The need for Rive: scaling creative collaboration through software
Guido shares how he and Luigi were fortunate to be “part of the generation that grew up with computers when they were just starting to become personal items,” and how their childhood was spent tinkering and programming from as early as five or six years old. Their father’s work moved them all over the world, including to early computer markets in Southeast Asia when the dot-com boom exploded and fueled even greater experimentation among the twins.
Guido’s interests centered more on design and Luigi’s on development, and while in high school in Malaysia and throughout college in Italy, they took on professional projects together and quickly saw what a complementary team they made. Their early projects were big, like building an IMDB-style app for an Italian TV company, and included exciting clients like the record label EMI and the car company Renault. And yet they soon found that a couple of eighteen-year-olds with limited work experience were not taken nearly as seriously, or rewarded as much, in Italy as they thought they could be in the U.S.
The brothers managed to move to San Francisco and start their own services company focused on creating high-impact graphics for immersive, personal and participatory applications. They took on ambitious initiatives for XBox, Redbull, HBO, Major League Baseball, and Netflix, and the company was soon acquired by Intel.
As the pair started thinking about what might be next for them, they had an ‘aha’ moment. Weak tools and cumbersome workflows make building animations for mobile and web a major undertaking between designers, animators and engineers, limiting creative expression in the animation world.
Guido and Luigi realized there was an opportunity to start a new company, Rive, that “enables design teams to actually build content that is interactive and can react to code, that engineers can hook up to and create state changes without having to go through the manual process that most companies go through today.”
In 2019, they raised a $4M seed round led by Andreesen Horowitz (a16z) which enabled them to scale Rive’s core products. Their editor product levels up creative experience design, making it easy for designers to build real interactions (not just mockups or prototypes) without needing to write code, and their run time product improves engineering execution by making animations lighter, use less memory, and run faster than any design format available today. And soon, Rive will be launching new features such as text, which will open up a number of use cases for designers, including livestream or broadcast graphics.
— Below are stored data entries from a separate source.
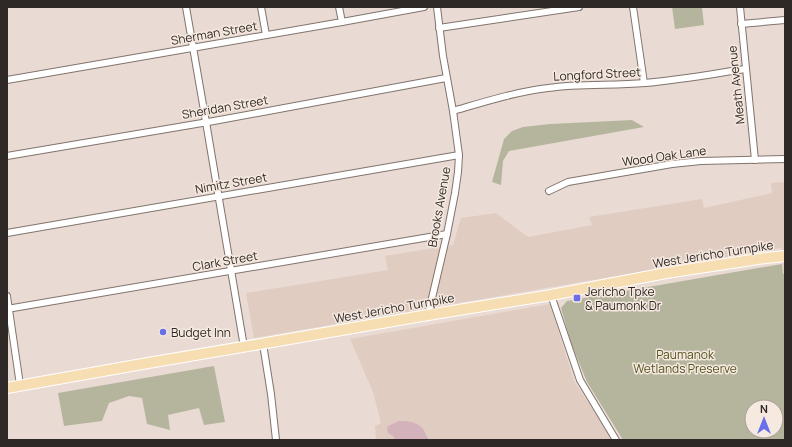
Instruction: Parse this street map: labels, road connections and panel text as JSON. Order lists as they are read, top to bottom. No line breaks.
{"streets":{"main road":["West Jericho Turnpike"],"street":["Sherman Street","Longford Street","Meath Avenue","Sheridan Street","Wood Oak Lane","Nimitz Street","Brooks Avenue","Clark Street"]},"crossings":[["Longford Street","Meath Avenue"],["Longford Street","Brooks Avenue"],["Meath Avenue","Wood Oak Lane"],["Sheridan Street","Brooks Avenue"],["Nimitz Street","Brooks Avenue"],["Brooks Avenue","West Jericho Turnpike"],["Brooks Avenue","Clark Street"]],"parks":["Paumanok Wetlands Preserve"],"places":{"transit":["Jericho Tpke & Paumonk Dr"],"other":["Budget Inn"]},"north":"top"}
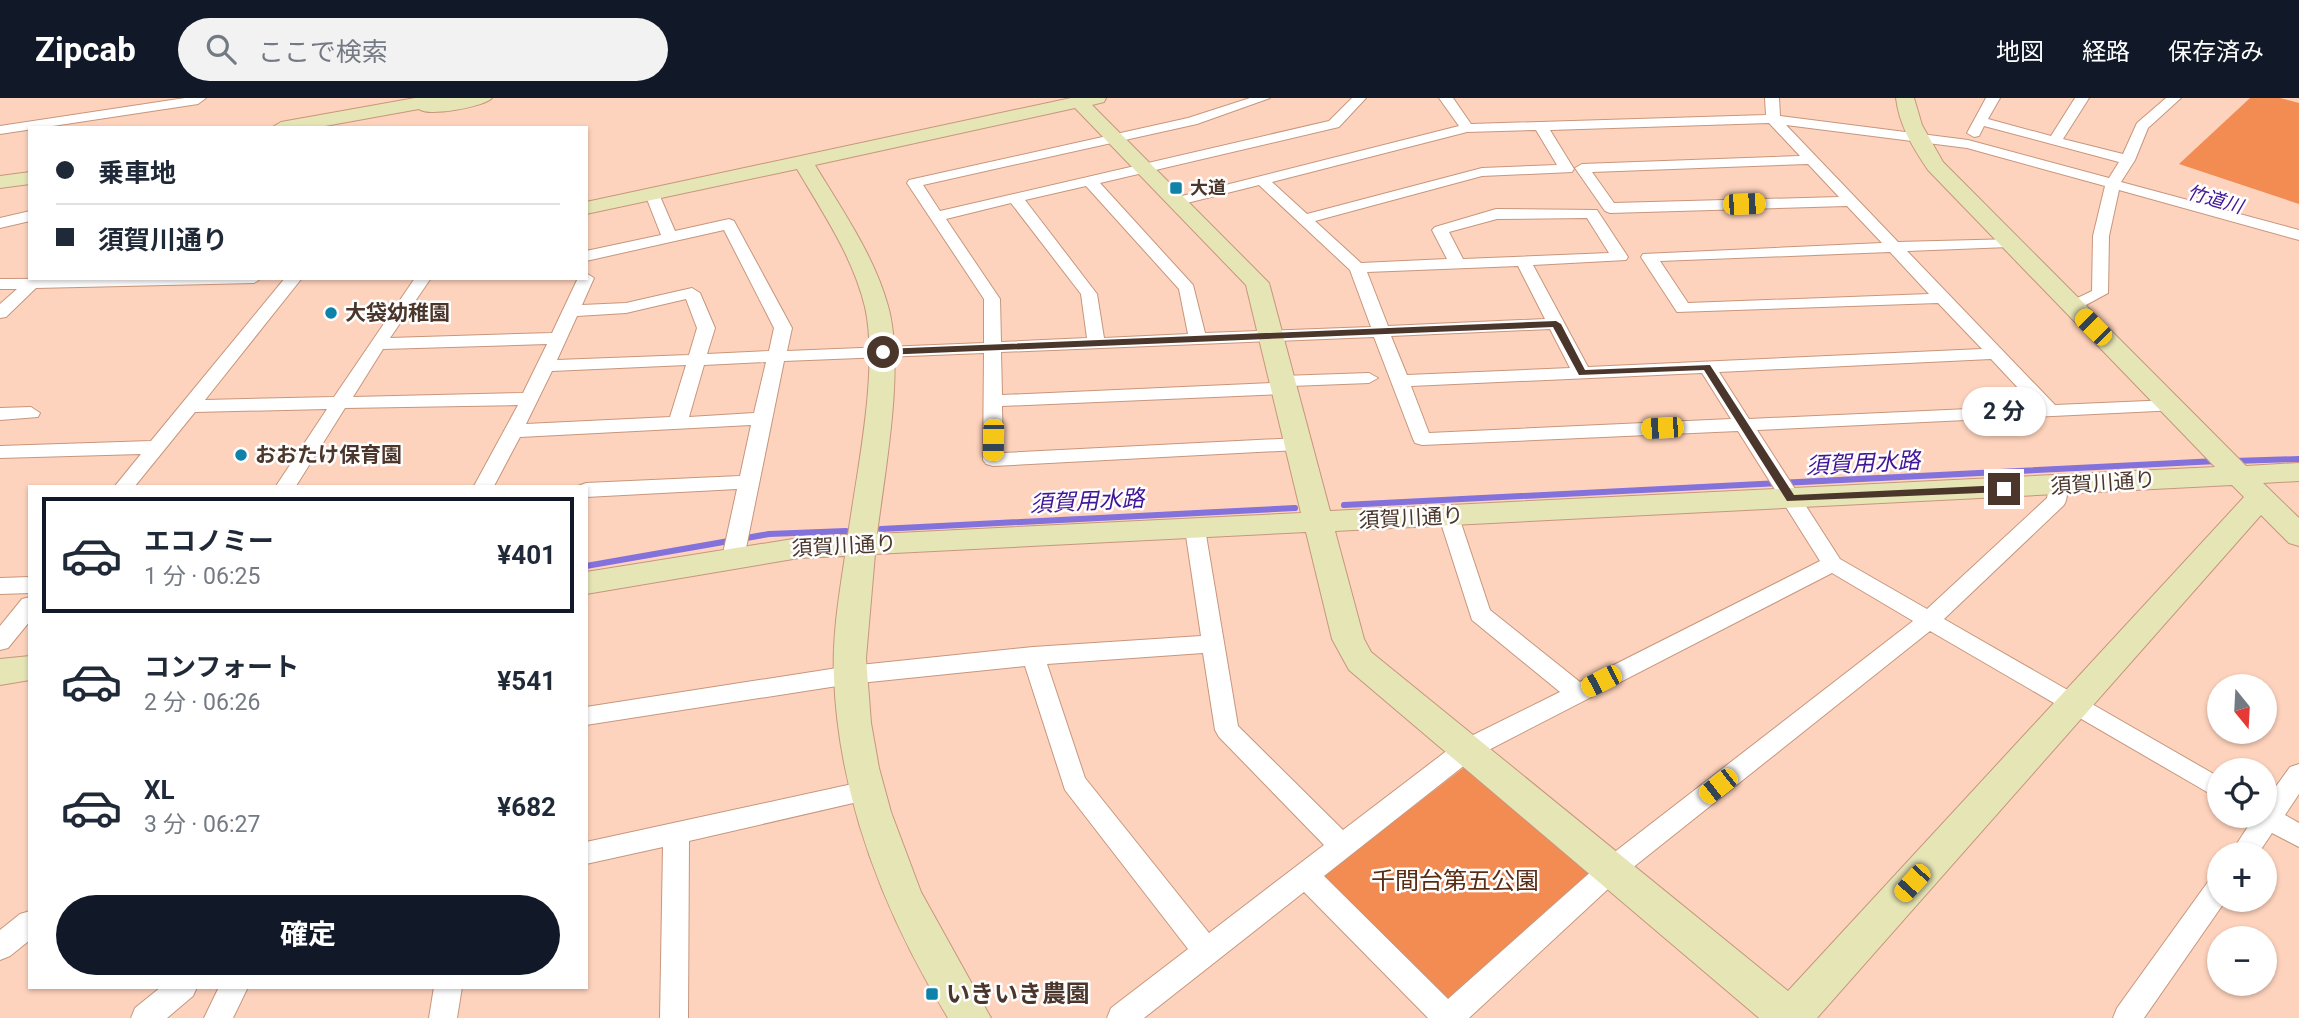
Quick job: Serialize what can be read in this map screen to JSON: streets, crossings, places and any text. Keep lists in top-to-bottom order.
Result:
{
  "streets": {
    "street": ["須賀川通り"]
  },
  "water": ["竹道川", "須賀用水路"],
  "parks": ["千間台第五公園"],
  "places": {
    "transit": ["大道", "いきいき農園"],
    "other": ["大袋幼稚園", "おおたけ保育園"]
  },
  "north": "bottom",
  "page": {
    "header": "Zipcab",
    "search": "ここで検索",
    "nav": ["地図", "経路", "保存済み"],
    "banner": ["乗車地", "須賀川通り"],
    "bubble": "2 分",
    "list": [
      {
        "name": "エコノミー",
        "note": "1 分 · 06:25",
        "value": "¥401"
      },
      {
        "name": "コンフォート",
        "note": "2 分 · 06:26",
        "value": "¥541"
      },
      {
        "name": "XL",
        "note": "3 分 · 06:27",
        "value": "¥682"
      }
    ],
    "map_buttons": ["+", "−"],
    "buttons": "確定"
  }
}
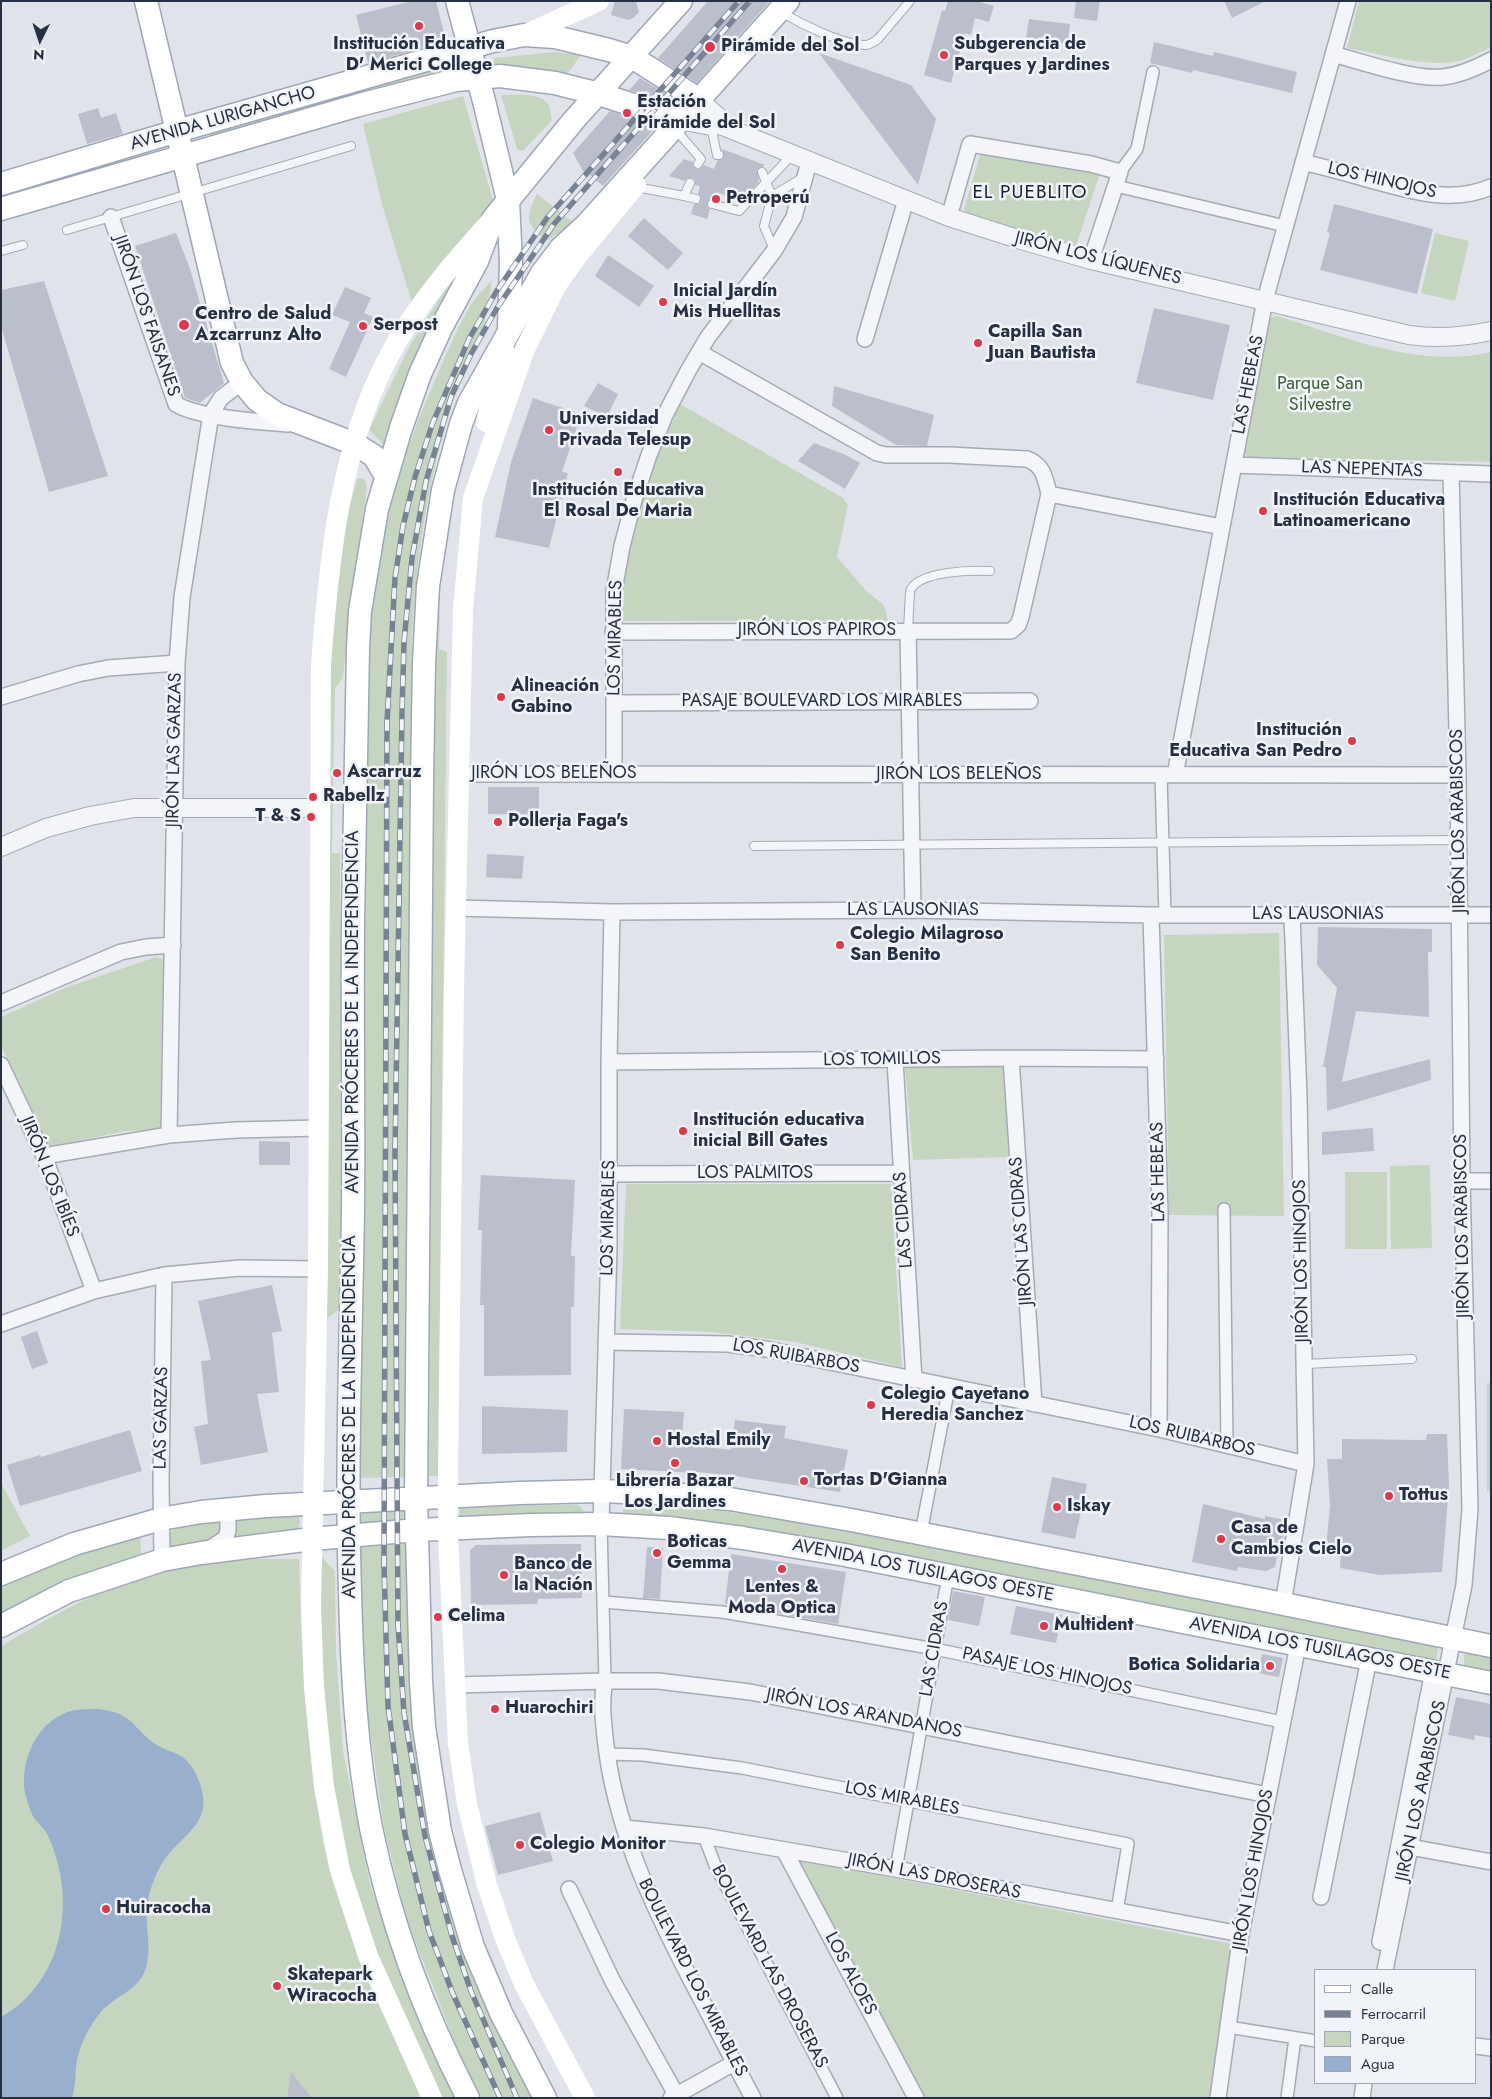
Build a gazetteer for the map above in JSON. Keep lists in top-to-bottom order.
{
  "streets": {
    "main road": ["AVENIDA LURIGANCHO", "AVENIDA PRÓCERES DE LA INDEPENDENCIA", "AVENIDA LOS TUSILAGOS OESTE"],
    "street": [
      "LOS HINOJOS",
      "JIRÓN LOS LÍQUENES",
      "JIRÓN LOS FAISANES",
      "LAS HEBEAS",
      "LAS NEPENTAS",
      "JIRÓN LOS PAPIROS",
      "LOS MIRABLES",
      "PASAJE BOULEVARD LOS MIRABLES",
      "JIRÓN LAS GARZAS",
      "JIRÓN LOS BELEÑOS",
      "JIRÓN LOS ARABISCOS",
      "LAS LAUSONIAS",
      "LOS TOMILLOS",
      "LOS PALMITOS",
      "JIRÓN LOS IBÍES",
      "LAS CIDRAS",
      "JIRÓN LAS CIDRAS",
      "JIRÓN LOS HINOJOS",
      "LOS RUIBARBOS",
      "LAS GARZAS",
      "PASAJE LOS HINOJOS",
      "JIRÓN LOS ARANDANOS",
      "JIRÓN LAS DROSERAS",
      "BOULEVARD LAS DROSERAS",
      "LOS ALOES",
      "BOULEVARD LOS MIRABLES"
    ]
  },
  "crossings": [
    ["AVENIDA LURIGANCHO", "JIRÓN LOS LÍQUENES"],
    ["AVENIDA LURIGANCHO", "AVENIDA PRÓCERES DE LA INDEPENDENCIA"],
    ["LOS HINOJOS", "LAS HEBEAS"],
    ["JIRÓN LOS LÍQUENES", "LAS HEBEAS"],
    ["JIRÓN LOS LÍQUENES", "LOS MIRABLES"],
    ["JIRÓN LOS FAISANES", "JIRÓN LAS GARZAS"],
    ["LAS HEBEAS", "LAS NEPENTAS"],
    ["LAS HEBEAS", "JIRÓN LOS BELEÑOS"],
    ["LAS HEBEAS", "LAS LAUSONIAS"],
    ["LAS HEBEAS", "LOS TOMILLOS"],
    ["LAS HEBEAS", "LOS RUIBARBOS"],
    ["LAS NEPENTAS", "JIRÓN LOS ARABISCOS"],
    ["JIRÓN LOS PAPIROS", "LOS MIRABLES"],
    ["LOS MIRABLES", "PASAJE BOULEVARD LOS MIRABLES"],
    ["LOS MIRABLES", "JIRÓN LOS BELEÑOS"],
    ["LOS MIRABLES", "LAS LAUSONIAS"],
    ["LOS MIRABLES", "LOS TOMILLOS"],
    ["LOS MIRABLES", "LOS PALMITOS"],
    ["LOS MIRABLES", "LAS CIDRAS"],
    ["LOS MIRABLES", "LOS RUIBARBOS"],
    ["LOS MIRABLES", "AVENIDA LOS TUSILAGOS OESTE"],
    ["LOS MIRABLES", "JIRÓN LAS DROSERAS"],
    ["LOS MIRABLES", "BOULEVARD LOS MIRABLES"],
    ["JIRÓN LOS BELEÑOS", "JIRÓN LOS ARABISCOS"],
    ["JIRÓN LOS ARABISCOS", "LAS LAUSONIAS"],
    ["JIRÓN LOS ARABISCOS", "AVENIDA LOS TUSILAGOS OESTE"],
    ["LAS LAUSONIAS", "JIRÓN LOS HINOJOS"],
    ["AVENIDA PRÓCERES DE LA INDEPENDENCIA", "AVENIDA LOS TUSILAGOS OESTE"],
    ["LOS TOMILLOS", "LAS CIDRAS"],
    ["LOS TOMILLOS", "JIRÓN LAS CIDRAS"],
    ["LOS PALMITOS", "LAS CIDRAS"],
    ["LAS CIDRAS", "LOS RUIBARBOS"],
    ["LAS CIDRAS", "AVENIDA LOS TUSILAGOS OESTE"],
    ["LAS CIDRAS", "PASAJE LOS HINOJOS"],
    ["LAS CIDRAS", "JIRÓN LOS ARANDANOS"],
    ["LAS CIDRAS", "JIRÓN LAS DROSERAS"],
    ["JIRÓN LAS CIDRAS", "LOS RUIBARBOS"],
    ["JIRÓN LOS HINOJOS", "LOS RUIBARBOS"],
    ["JIRÓN LOS HINOJOS", "AVENIDA LOS TUSILAGOS OESTE"],
    ["JIRÓN LOS HINOJOS", "PASAJE LOS HINOJOS"],
    ["JIRÓN LOS HINOJOS", "JIRÓN LOS ARANDANOS"],
    ["JIRÓN LOS HINOJOS", "JIRÓN LAS DROSERAS"],
    ["LAS GARZAS", "AVENIDA LOS TUSILAGOS OESTE"],
    ["JIRÓN LOS ARANDANOS", "BOULEVARD LOS MIRABLES"],
    ["JIRÓN LAS DROSERAS", "BOULEVARD LAS DROSERAS"],
    ["JIRÓN LAS DROSERAS", "LOS ALOES"],
    ["JIRÓN LAS DROSERAS", "BOULEVARD LOS MIRABLES"]
  ],
  "districts": ["EL PUEBLITO"],
  "parks": ["Parque San Silvestre"],
  "places": [
    "Institución Educativa D' Merici College",
    "Pirámide del Sol",
    "Subgerencia de Parques y Jardines",
    "Estación Pirámide del Sol",
    "Petroperú",
    "Inicial Jardín Mis Huellitas",
    "Centro de Salud Azcarrunz Alto",
    "Serpost",
    "Capilla San Juan Bautista",
    "Universidad Privada Telesup",
    "Institución Educativa El Rosal De Maria",
    "Institución Educativa Latinoamericano",
    "Alineación Gabino",
    "Institución Educativa San Pedro",
    "Ascarruz",
    "Rabellz",
    "T & S",
    "Pollerįa Faga's",
    "Colegio Milagroso San Benito",
    "Institución educativa inicial Bill Gates",
    "Colegio Cayetano Heredia Sanchez",
    "Hostal Emily",
    "Librería Bazar Los Jardines",
    "Tortas D'Gianna",
    "Tottus",
    "Iskay",
    "Casa de Cambios Cielo",
    "Boticas Gemma",
    "Lentes & Moda Optica",
    "Banco de la Nación",
    "Celima",
    "Multident",
    "Botica Solidaria",
    "Huarochiri",
    "Colegio Monitor",
    "Huiracocha",
    "Skatepark Wiracocha"
  ],
  "legend": [
    "Calle",
    "Ferrocarril",
    "Parque",
    "Agua"
  ],
  "north": "bottom"
}
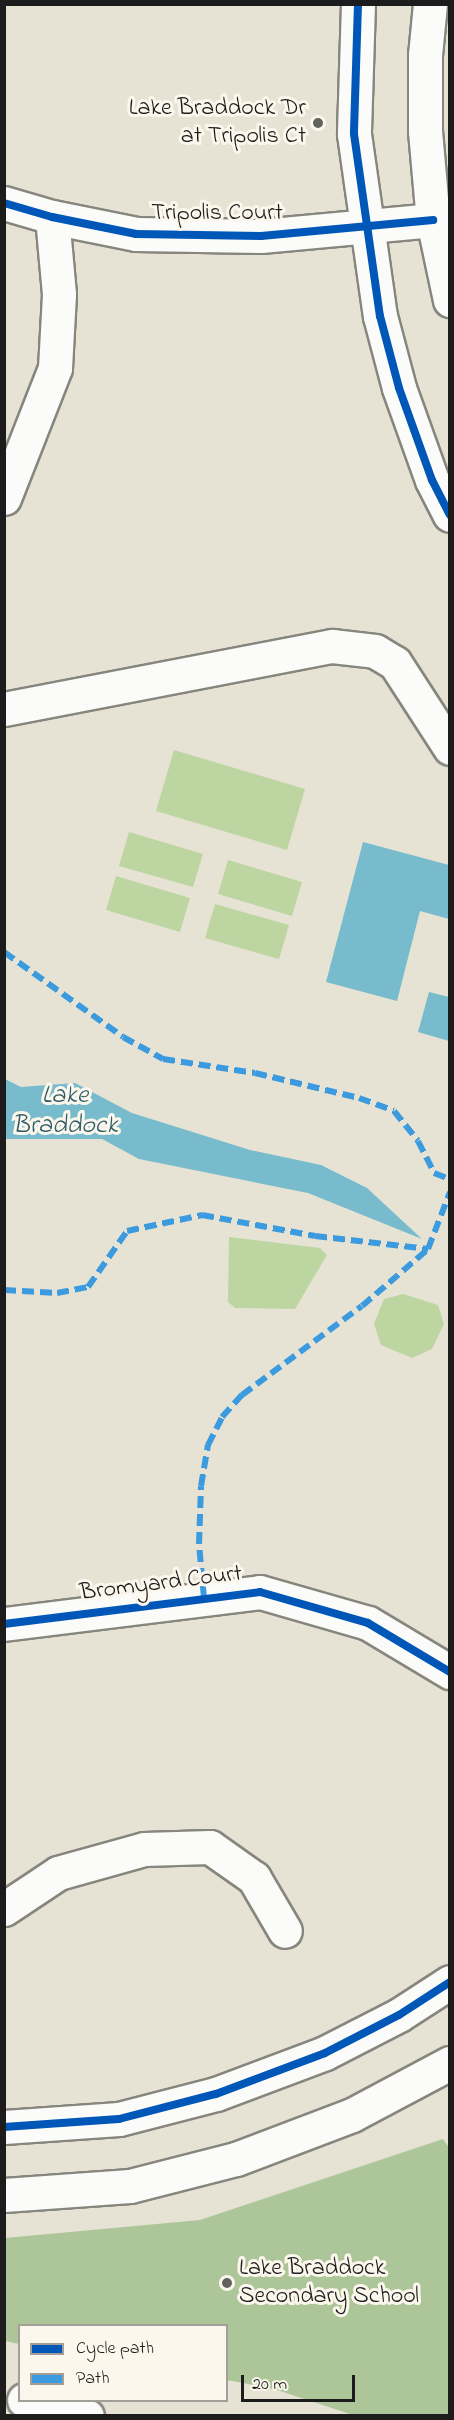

Defining a new category and way of working
Guido says that “in many ways, Rive is trying to define a new category,” which comes with its own set of challenges. “People often mistake Rive for simply bringing existing approaches to animation software online, when Rive is really reimagining the entire process of building for an interactive future of motion graphics,” explains Guido.
When people see the outcomes for themselves, Rive has benefitted from bottoms-up organic growth among a very interesting set of heavyweight brands, such as Google, WHOOP, Sonos, Samsung, Philips, Atlassian, and Duolingo, who Rive helped build real-time lip synching into their app (case study here). Rive’s creator community also helps bring to life what is possible using the platform, and has led to serendipitous outcomes including finding a key hire, JCToon, who is a prominent contributor.
In many ways, Rive has modeled their creative team more broadly around the creator community, hiring exciting creators who build exciting experiences that show what is possible on Rive, from video tutorials and content that makes Rive’s products shine, to acting as an ideal user feedback group. The other core team at Rive focuses on product, which includes a mix of individuals who straddle the line between design and engineering.
Guido attributes the success of the overall team dynamics to their open-mindedness and willingness to ask “why’s” and take a challenger stance. He believes this helps them to not reproduce frictions that exist in other design and engineering products, and to create new ground instead.
“Working with Rive, designers can much more efficiently create very impressive animations that lead to better experiences for end users,” says Dan Abelon , partner at Two Sigma Ventures. We are thrilled to support Rive on their journey to build the software that designers need to create a more interactive and fun experience on the web and beyond.”